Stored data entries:
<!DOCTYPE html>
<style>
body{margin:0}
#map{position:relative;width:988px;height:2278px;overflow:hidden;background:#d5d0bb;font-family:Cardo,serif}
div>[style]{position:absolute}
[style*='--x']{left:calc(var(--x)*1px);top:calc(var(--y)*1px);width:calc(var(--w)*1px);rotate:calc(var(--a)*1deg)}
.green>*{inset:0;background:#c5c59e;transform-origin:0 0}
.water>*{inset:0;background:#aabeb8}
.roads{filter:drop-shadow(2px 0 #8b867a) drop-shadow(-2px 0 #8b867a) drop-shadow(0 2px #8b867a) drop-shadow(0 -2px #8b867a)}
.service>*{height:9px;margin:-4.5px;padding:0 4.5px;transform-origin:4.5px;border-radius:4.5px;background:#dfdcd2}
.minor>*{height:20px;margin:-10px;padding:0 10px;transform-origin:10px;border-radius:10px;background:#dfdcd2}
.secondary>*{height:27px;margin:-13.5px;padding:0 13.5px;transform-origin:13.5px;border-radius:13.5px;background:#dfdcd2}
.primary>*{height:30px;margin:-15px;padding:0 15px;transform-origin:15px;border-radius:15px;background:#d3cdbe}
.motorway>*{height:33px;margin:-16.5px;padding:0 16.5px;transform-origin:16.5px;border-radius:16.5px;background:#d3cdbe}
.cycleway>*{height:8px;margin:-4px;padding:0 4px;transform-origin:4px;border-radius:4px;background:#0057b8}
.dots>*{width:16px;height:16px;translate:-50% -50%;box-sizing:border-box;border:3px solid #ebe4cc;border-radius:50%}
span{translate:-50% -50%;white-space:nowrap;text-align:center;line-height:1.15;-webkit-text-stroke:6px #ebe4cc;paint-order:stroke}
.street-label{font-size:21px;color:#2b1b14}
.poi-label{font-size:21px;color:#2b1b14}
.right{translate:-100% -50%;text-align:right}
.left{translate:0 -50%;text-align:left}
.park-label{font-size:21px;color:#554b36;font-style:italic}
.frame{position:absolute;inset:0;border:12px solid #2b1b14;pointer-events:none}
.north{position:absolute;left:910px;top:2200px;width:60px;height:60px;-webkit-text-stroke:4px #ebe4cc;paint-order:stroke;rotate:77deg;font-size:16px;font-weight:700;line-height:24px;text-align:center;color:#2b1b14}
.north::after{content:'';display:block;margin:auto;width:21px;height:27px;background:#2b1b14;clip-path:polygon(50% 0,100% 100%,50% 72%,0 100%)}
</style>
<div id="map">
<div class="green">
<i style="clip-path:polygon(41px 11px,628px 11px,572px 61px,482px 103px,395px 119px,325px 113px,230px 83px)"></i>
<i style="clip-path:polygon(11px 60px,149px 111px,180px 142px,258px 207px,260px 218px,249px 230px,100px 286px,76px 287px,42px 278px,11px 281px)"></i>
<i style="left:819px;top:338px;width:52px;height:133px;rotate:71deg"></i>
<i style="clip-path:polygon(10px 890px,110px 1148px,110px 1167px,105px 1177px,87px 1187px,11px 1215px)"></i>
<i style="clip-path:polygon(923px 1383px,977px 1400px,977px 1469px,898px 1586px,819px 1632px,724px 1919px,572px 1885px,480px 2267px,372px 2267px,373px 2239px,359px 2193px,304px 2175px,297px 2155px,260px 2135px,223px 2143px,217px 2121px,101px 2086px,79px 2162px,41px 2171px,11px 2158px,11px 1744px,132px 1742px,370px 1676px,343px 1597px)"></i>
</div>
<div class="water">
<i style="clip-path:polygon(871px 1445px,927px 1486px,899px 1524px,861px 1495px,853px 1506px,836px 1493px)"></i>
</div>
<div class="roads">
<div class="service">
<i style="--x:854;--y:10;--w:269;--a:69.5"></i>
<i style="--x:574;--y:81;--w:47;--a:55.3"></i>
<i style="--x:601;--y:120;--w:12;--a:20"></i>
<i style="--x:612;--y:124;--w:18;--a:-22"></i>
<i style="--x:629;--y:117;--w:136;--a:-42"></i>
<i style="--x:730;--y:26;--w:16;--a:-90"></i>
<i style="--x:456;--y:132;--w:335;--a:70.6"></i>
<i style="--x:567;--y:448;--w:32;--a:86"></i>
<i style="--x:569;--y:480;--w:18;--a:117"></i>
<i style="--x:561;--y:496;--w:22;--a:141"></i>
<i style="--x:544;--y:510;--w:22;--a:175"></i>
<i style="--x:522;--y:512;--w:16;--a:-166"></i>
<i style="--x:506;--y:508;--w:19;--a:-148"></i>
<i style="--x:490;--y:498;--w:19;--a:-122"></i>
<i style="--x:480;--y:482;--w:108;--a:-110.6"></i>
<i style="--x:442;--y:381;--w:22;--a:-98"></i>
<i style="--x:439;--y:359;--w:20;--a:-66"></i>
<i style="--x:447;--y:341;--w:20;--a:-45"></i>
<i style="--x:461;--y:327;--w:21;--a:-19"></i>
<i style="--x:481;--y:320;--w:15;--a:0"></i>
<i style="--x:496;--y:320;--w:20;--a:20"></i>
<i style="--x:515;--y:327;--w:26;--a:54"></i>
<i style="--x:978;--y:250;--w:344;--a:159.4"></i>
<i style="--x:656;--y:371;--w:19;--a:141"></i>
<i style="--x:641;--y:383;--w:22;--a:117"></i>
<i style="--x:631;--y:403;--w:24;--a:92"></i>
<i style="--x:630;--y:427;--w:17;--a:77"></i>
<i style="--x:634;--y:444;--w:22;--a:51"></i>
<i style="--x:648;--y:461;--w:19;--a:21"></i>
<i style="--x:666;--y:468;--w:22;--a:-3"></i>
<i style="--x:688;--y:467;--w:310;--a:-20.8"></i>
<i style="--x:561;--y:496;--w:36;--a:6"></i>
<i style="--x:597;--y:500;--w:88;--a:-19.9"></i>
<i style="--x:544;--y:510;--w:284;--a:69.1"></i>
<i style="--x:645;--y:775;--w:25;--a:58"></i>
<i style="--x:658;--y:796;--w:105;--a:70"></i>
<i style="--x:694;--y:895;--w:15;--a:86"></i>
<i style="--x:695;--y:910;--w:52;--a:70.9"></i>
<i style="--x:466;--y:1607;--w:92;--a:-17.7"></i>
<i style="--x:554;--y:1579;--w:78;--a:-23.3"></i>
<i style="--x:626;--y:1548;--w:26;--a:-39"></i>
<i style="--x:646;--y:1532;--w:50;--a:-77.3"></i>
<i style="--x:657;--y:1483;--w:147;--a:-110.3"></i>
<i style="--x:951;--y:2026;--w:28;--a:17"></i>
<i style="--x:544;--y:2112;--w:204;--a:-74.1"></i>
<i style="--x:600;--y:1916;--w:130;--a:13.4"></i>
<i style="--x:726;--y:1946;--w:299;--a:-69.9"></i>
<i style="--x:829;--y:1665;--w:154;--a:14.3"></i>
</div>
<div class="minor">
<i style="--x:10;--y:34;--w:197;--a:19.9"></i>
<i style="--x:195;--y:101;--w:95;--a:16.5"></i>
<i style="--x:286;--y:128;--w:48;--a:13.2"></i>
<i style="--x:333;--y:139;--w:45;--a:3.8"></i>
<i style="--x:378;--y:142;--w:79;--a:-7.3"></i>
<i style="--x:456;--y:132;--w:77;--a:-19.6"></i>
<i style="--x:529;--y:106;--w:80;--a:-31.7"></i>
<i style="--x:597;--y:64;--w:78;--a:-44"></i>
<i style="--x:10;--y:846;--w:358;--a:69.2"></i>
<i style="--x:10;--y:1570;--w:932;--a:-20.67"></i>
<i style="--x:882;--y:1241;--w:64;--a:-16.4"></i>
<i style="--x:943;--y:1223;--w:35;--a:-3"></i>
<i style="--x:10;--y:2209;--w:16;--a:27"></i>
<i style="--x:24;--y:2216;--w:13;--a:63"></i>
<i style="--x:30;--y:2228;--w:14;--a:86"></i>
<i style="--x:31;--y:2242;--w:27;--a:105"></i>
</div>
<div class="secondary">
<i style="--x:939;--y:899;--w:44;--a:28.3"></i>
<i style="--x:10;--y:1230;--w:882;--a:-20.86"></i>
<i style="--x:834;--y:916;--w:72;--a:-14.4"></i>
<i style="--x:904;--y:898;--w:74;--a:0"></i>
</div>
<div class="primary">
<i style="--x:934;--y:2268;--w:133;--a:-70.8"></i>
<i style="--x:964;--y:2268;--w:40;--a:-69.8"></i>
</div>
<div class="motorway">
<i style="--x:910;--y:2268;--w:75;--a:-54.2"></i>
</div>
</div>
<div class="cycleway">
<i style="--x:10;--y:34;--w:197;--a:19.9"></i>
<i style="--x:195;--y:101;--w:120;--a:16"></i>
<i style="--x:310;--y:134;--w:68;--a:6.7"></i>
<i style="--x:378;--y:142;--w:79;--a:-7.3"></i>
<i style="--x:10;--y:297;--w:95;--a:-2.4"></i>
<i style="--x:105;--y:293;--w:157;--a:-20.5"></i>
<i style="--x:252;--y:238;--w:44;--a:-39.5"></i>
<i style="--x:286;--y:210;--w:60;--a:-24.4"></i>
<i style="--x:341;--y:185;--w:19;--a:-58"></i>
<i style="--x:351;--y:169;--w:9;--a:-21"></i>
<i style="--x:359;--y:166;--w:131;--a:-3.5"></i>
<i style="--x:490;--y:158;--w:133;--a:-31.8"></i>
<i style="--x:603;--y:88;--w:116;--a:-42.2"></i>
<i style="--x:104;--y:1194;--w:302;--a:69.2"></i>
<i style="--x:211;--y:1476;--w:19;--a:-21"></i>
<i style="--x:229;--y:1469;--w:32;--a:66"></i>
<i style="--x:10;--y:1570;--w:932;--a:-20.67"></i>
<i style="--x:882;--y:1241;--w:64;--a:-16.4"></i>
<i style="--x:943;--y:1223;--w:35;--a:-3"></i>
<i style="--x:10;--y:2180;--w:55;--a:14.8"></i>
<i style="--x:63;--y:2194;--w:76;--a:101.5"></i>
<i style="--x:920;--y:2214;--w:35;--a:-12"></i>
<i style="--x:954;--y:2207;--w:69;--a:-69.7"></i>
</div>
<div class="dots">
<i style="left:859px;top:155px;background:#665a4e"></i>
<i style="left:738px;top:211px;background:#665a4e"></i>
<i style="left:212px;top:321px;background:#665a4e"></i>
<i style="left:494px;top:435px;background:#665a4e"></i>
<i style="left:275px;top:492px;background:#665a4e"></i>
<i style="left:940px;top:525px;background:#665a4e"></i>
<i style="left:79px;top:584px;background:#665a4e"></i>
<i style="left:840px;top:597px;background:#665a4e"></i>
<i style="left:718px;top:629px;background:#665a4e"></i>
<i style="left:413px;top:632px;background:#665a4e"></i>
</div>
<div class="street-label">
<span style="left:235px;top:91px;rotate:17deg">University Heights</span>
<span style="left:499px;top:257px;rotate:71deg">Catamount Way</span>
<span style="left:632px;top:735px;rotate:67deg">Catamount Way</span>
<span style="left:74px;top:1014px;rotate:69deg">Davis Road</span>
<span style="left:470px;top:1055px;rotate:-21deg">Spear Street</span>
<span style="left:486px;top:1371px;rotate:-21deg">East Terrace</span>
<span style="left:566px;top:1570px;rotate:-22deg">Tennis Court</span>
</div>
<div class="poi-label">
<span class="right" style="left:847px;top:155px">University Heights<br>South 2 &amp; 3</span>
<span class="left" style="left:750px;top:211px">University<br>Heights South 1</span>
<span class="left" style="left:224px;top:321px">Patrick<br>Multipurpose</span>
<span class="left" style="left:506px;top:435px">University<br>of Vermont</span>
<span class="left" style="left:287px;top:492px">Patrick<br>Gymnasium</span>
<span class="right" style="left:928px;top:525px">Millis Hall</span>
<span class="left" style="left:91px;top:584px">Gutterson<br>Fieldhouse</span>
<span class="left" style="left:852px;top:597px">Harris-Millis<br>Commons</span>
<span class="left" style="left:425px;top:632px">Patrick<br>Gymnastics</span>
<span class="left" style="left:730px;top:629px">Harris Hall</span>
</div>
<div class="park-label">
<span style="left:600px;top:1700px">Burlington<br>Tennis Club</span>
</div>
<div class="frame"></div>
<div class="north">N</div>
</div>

**Work to complete:** Copy every line in the records above that contains the word "roads".

**Task response:**
.roads{filter:drop-shadow(2px 0 #8b867a) drop-shadow(-2px 0 #8b867a) drop-shadow(0 2px #8b867a) drop-shadow(0 -2px #8b867a)}
<div class="roads">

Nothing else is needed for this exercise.